● Task requirements: Write the listing below out again in full, dropping its pictures.

---------- Supplied information

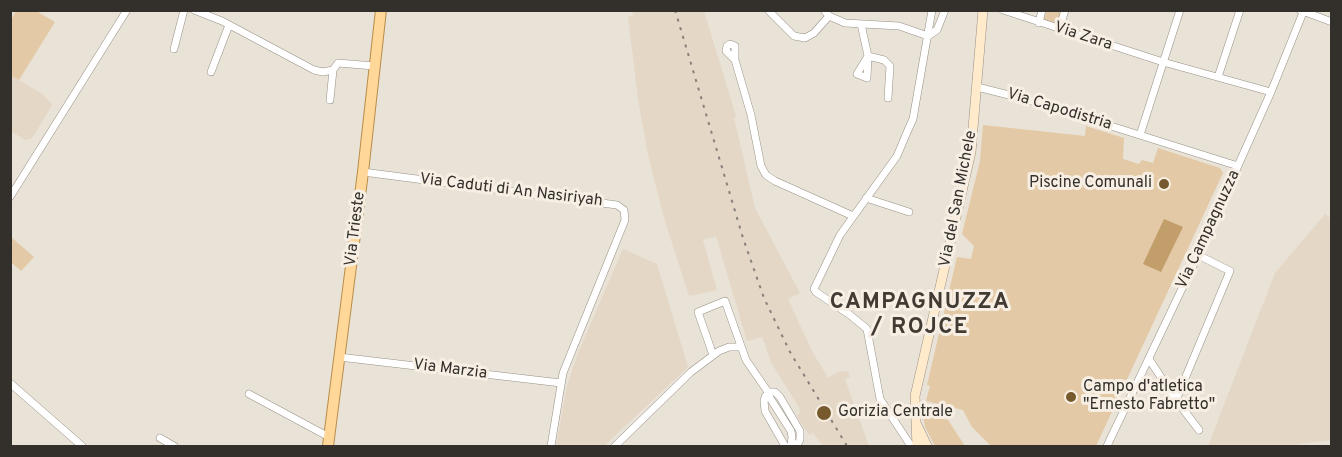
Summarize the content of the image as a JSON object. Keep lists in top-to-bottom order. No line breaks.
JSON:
{"streets":{"main road":["Via del San Michele","Via Trieste"],"street":["Via Zara","Via Capodistria","Via Caduti di An Nasiriyah","Via Campagnuzza","Via Marzia"]},"crossings":[["Via Zara","Via Campagnuzza"],["Via Capodistria","Via del San Michele"],["Via Capodistria","Via Campagnuzza"],["Via Caduti di An Nasiriyah","Via Trieste"],["Via Caduti di An Nasiriyah","Via Marzia"],["Via Trieste","Via Marzia"]],"districts":["CAMPAGNUZZA / ROJCE"],"places":["Piscine Comunali","Campo d'atletica \"Ernesto Fabretto\"","Gorizia Centrale"]}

--------------------

● Solution to the problem:
Summarize the content of the image as a JSON object. Keep lists in top-to-bottom order. No line breaks.
JSON:
{"streets":{"main road":["Via del San Michele","Via Trieste"],"street":["Via Zara","Via Capodistria","Via Caduti di An Nasiriyah","Via Campagnuzza","Via Marzia"]},"crossings":[["Via Zara","Via Campagnuzza"],["Via Capodistria","Via del San Michele"],["Via Capodistria","Via Campagnuzza"],["Via Caduti di An Nasiriyah","Via Trieste"],["Via Caduti di An Nasiriyah","Via Marzia"],["Via Trieste","Via Marzia"]],"districts":["CAMPAGNUZZA / ROJCE"],"places":["Piscine Comunali","Campo d'atletica \"Ernesto Fabretto\"","Gorizia Centrale"]}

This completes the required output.